Mesos

Overview

This plugin collects runtime metrics from Mesos masters and agents (slaves) within its cluster. It gathers information about resource usage and performance characteristics.

Note

This plugin is currently only available for x86_64 Linux.

Setup

The mesos plugin is included with the AppOptics host agent by default, please follow the directions below to enable it on a given host. Note that the directions are slightly different for master vs agent (slave) nodes.

Installation

Activate the plugin by symlinking the binary and its task configuration to the /opt/appoptics/autoload directory:

$ ln -s /opt/appoptics/bin/snap-plugin-collector-mesos /opt/appoptics/autoload/snap-plugin-collector-mesos
$ ln -s /opt/appoptics/etc/tasks.d/task-mesos-publish-appoptics.yaml /opt/appoptics/autoload/task-mesos-publish-appoptics.yaml

If you have an existing task configuration you would like to use, simply rename it to match above. Default configurations for the plugin and its tasks are below.

Configuration

The host agent provides an example configuration file to help you get started quickly. It defines the plugin and task file to be loaded by the agent, but requires you to provide the correct settings for your Mesos deployment. To enable the plugin:

  1. Make a copy of the Mesos example configuration file /opt/appoptics/etc/plugins.d/mesos.yaml.example, renaming it to /opt/appoptics/etc/plugins.d/mesos.yaml:
$ sudo cp /opt/appoptics/etc/plugins.d/mesos.yaml.example /opt/appoptics/etc/plugins.d/mesos.yaml
  1. Note that Mesos provides an endpoint for metrics scraping. That endpoint is turned on by default. You can test whether a master is ready for scraping by checking for a JSON payload returned from the following cURL commands. If you don’t get a payload of JSON data back from the GET requests defined below, check your cluster configuration. Note that the port for masters and agents are different:
$ curl http://<MASTER IP>:5050/metrics/snapshot
$ curl http://<AGENT IP>:5051/metrics/snapshot
  1. Update the /opt/appoptics/etc/plugins.d/mesos.yaml configuration file to indicate whether the instance of the plugin is monitoring a master or agent (slave) node.

Master config

collector:
  mesos:
    all:
      master: "127.0.0.1:5050"

Agent config

collector:
  mesos:
    all:
      agent: "127.0.0.1:5051"
  1. The host agent provides task configuration in /opt/appoptics/autoload/task-mesos-publish-appoptics.yaml.
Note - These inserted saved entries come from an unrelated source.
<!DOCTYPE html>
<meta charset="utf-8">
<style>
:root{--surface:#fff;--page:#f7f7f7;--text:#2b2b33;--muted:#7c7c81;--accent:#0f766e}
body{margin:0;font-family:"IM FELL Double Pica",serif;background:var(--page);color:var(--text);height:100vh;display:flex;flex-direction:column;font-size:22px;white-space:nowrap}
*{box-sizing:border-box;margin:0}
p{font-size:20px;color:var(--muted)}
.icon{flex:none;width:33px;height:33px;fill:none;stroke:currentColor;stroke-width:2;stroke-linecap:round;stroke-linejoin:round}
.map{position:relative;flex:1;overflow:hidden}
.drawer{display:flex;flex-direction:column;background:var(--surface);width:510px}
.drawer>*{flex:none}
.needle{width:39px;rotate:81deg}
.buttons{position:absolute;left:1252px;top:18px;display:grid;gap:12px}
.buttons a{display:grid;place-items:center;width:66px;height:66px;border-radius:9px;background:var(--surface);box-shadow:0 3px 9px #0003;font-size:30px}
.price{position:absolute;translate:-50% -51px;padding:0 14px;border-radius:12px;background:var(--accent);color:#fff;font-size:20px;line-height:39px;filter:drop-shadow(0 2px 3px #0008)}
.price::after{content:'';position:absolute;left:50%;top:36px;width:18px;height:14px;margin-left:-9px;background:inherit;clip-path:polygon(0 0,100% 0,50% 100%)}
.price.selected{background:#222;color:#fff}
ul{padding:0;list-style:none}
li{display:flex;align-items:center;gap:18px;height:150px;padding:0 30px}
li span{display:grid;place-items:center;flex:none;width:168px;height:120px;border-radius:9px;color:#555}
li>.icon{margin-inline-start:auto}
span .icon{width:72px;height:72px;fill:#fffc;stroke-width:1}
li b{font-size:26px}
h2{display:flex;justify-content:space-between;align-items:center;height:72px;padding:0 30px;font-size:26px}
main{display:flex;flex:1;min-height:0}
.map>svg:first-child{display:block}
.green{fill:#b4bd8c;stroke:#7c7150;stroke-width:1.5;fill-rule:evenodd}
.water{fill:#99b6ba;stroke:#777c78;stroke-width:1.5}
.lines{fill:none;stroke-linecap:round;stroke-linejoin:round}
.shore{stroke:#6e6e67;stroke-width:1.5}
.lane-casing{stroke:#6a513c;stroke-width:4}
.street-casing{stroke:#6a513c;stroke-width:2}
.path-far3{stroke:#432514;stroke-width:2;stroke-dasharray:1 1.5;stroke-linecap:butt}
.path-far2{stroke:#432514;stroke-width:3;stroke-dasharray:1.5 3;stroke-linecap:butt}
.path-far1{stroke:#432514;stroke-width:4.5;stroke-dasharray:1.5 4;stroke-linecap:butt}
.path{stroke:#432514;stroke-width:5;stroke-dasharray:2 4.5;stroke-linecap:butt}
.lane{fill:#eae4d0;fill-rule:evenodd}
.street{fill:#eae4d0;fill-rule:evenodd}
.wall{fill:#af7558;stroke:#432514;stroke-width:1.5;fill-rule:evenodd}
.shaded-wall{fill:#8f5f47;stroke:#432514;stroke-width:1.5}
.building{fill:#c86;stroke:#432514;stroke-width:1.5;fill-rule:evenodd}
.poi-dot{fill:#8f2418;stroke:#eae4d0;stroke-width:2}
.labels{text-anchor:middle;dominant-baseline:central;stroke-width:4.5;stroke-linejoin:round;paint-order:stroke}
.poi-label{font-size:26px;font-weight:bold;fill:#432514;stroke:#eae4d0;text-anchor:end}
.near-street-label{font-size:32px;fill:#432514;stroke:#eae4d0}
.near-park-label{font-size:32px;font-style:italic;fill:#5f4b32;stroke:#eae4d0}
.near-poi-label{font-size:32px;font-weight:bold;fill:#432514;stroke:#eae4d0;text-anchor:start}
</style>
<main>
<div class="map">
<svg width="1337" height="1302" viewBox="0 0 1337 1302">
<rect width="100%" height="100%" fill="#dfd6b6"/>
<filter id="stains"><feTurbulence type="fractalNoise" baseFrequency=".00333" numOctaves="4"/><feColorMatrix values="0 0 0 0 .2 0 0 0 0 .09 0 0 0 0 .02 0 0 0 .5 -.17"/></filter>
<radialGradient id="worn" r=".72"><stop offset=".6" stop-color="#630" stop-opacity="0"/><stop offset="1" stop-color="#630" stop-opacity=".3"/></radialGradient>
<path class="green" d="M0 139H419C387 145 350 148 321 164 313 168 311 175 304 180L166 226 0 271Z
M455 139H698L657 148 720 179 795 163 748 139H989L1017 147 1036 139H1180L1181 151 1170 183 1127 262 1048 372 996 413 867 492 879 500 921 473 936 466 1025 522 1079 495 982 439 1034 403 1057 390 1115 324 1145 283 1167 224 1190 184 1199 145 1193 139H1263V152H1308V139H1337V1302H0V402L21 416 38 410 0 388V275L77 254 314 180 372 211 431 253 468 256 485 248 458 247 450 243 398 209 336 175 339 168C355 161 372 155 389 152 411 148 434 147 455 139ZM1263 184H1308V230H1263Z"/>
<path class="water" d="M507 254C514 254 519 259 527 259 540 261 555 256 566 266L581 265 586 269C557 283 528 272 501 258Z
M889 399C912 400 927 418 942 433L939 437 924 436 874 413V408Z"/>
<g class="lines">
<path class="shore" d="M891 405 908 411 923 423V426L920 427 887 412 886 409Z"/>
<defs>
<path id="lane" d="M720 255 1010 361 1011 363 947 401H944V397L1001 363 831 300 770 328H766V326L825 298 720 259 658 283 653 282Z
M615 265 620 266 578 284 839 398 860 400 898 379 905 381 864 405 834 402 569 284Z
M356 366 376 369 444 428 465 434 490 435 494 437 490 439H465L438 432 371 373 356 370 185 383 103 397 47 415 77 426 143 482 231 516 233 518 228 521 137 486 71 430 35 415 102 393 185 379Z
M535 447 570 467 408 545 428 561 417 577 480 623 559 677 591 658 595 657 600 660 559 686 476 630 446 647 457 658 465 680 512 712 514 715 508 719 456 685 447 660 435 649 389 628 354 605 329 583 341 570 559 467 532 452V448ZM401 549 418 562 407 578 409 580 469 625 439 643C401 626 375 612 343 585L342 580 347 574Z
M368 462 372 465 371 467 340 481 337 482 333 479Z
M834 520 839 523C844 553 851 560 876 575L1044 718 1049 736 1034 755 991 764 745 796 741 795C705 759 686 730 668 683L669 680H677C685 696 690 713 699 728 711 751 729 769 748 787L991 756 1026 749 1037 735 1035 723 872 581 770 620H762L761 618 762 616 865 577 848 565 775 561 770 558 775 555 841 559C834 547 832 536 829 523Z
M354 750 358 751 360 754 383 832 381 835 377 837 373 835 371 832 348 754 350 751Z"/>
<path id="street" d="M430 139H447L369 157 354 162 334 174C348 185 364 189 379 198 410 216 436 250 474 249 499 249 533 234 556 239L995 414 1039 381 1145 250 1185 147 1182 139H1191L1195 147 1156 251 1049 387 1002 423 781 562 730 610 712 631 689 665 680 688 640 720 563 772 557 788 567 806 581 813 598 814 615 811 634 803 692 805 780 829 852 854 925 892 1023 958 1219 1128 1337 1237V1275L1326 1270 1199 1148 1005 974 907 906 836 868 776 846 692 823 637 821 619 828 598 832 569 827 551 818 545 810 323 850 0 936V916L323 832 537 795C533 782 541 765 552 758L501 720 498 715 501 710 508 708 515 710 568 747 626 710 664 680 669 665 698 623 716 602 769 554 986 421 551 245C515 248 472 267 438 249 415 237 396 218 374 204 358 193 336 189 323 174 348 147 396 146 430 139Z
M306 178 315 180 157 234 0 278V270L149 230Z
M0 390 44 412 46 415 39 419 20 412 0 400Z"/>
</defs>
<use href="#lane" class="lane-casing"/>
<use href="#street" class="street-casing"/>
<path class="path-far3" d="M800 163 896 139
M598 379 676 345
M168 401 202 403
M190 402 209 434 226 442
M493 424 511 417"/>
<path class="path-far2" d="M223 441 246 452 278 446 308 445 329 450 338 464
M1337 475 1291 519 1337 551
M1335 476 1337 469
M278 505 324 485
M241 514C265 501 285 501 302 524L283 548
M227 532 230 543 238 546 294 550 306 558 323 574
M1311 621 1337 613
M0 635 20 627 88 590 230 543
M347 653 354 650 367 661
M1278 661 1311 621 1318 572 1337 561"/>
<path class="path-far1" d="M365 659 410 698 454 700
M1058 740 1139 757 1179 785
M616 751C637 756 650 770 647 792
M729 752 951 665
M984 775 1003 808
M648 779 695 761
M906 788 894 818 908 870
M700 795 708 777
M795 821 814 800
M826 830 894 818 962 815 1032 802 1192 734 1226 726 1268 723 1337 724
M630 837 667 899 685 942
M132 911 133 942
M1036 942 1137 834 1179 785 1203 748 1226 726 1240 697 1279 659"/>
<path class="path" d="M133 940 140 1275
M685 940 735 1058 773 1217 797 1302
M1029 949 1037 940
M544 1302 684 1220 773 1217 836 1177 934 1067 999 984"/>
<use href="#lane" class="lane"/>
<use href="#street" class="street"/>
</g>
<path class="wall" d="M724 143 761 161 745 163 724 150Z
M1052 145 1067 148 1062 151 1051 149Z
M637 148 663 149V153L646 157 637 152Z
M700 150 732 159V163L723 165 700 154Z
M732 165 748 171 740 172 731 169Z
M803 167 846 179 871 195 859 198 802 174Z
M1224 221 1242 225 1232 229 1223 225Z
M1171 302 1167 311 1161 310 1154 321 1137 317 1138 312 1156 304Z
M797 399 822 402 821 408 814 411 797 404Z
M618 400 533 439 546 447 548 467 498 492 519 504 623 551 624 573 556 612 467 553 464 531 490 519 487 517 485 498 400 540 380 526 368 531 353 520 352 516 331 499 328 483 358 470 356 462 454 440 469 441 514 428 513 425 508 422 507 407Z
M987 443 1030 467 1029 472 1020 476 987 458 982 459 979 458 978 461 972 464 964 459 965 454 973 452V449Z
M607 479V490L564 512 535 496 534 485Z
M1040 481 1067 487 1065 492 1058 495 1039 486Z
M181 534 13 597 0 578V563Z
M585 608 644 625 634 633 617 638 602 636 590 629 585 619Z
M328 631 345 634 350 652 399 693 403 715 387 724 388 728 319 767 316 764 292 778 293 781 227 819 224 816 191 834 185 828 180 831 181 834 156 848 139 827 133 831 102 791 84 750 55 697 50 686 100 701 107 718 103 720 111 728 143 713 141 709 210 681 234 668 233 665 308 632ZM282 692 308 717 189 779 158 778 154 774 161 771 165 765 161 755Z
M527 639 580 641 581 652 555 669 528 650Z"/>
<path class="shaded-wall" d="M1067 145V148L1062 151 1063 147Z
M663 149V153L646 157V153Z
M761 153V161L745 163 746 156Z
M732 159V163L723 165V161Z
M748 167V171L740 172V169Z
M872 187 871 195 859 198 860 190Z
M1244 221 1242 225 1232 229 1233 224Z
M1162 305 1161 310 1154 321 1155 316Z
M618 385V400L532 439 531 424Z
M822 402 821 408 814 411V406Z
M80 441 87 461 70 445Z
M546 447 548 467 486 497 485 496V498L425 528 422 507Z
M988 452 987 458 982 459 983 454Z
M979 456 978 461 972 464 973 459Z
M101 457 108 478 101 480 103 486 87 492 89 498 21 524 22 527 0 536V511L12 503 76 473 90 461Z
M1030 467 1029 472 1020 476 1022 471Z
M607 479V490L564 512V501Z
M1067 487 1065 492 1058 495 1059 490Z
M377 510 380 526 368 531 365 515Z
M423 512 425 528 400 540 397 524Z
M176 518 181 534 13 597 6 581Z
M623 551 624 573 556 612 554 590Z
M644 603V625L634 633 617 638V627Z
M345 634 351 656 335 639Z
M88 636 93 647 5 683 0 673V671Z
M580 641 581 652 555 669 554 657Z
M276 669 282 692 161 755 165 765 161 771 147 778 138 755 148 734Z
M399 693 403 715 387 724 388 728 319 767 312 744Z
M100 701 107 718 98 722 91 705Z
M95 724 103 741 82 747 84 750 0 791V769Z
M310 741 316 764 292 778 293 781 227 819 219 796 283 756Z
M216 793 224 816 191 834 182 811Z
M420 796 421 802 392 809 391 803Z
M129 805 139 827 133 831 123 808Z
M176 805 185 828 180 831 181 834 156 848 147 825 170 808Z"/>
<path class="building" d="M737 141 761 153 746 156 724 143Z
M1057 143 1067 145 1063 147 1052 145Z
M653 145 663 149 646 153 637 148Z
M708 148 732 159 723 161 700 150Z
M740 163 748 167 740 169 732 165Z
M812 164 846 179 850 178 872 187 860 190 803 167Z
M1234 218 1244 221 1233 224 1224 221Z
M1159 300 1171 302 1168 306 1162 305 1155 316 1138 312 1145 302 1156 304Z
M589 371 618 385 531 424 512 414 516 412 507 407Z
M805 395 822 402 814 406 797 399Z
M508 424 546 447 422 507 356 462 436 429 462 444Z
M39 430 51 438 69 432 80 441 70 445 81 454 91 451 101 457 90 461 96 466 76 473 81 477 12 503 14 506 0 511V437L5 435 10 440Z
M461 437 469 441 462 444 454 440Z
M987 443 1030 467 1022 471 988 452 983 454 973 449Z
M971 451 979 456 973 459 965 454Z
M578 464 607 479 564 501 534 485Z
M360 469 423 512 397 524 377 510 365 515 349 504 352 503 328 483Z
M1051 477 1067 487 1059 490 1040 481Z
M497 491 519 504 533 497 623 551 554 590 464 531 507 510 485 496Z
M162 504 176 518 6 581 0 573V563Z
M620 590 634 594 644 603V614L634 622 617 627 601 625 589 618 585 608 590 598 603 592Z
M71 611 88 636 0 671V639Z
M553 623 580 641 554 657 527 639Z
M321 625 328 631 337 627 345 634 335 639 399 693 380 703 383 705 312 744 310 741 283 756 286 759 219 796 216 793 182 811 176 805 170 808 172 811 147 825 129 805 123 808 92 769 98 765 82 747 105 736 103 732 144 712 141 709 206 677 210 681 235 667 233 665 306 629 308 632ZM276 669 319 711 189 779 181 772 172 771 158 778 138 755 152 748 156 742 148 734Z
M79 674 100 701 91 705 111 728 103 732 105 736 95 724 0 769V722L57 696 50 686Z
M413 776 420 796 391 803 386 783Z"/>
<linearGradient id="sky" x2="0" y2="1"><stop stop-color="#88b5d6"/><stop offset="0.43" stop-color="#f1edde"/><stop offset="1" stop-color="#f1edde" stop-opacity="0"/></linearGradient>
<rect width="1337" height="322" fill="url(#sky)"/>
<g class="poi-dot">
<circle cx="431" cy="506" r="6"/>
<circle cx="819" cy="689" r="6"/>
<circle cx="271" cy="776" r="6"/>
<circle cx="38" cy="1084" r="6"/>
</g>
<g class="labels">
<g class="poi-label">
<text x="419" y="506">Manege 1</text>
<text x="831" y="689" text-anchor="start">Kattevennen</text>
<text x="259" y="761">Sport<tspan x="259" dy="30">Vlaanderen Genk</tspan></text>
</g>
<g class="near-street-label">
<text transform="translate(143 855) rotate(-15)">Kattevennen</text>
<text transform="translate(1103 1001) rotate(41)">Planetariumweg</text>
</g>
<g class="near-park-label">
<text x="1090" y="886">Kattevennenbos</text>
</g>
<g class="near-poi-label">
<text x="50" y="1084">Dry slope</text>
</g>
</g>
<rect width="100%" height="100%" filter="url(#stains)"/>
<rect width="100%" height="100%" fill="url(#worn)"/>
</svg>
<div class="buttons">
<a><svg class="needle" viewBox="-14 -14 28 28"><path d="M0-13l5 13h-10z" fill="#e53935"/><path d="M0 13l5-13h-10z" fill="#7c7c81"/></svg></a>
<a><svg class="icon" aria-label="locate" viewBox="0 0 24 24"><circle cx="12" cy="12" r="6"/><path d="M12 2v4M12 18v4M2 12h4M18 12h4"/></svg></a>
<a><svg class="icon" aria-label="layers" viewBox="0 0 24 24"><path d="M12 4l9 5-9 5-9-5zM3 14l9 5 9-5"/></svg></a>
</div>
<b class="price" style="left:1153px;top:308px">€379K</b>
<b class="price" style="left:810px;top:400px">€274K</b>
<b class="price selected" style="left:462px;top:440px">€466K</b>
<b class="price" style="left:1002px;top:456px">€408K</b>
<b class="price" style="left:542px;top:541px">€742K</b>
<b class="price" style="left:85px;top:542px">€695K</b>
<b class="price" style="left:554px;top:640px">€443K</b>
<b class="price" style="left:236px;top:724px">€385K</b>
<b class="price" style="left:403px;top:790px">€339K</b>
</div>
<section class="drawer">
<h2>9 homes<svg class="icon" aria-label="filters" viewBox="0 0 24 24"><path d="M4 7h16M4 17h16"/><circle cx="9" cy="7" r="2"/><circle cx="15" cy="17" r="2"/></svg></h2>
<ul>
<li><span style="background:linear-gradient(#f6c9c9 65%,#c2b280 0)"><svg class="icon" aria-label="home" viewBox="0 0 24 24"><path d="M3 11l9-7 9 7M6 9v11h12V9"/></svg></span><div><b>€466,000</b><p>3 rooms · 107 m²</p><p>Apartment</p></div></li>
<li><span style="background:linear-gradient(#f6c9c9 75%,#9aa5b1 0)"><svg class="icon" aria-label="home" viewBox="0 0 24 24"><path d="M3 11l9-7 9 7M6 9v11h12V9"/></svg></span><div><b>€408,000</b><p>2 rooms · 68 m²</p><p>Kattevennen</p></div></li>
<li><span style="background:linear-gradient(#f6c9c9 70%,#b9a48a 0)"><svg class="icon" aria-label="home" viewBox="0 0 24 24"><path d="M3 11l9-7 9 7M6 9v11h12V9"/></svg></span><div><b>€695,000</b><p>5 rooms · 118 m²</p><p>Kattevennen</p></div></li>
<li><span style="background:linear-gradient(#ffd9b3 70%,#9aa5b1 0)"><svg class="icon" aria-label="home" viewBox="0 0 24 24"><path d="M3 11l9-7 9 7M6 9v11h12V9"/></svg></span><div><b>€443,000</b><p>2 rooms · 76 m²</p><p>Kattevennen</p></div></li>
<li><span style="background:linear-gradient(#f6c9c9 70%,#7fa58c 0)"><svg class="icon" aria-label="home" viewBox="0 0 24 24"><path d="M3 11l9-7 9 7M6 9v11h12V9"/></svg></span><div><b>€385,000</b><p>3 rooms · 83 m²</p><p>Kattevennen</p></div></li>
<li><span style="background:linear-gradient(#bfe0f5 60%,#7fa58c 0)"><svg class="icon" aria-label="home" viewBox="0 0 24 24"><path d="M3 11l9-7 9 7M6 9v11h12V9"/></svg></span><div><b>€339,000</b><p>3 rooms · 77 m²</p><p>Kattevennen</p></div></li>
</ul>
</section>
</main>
You shouldn’t need to change this, but the default configuration is provided below for reference.

    version: 1
    schedule:
      type: cron
      interval: "0 * * * * *"
    workflow:
      collect:
        metrics:
          /mesos/*: {}
        publish:
        - plugin_name: publisher-appoptics
    
  2. Restart the host agent:

$ sudo service appoptics-snapteld restart
  1. Enable the Mesos plugin in the AppOptics UI

On the Integrations Page you will see the Mesos plugin available if the previous steps were successful. If you do not see the plugin, see Troubleshooting.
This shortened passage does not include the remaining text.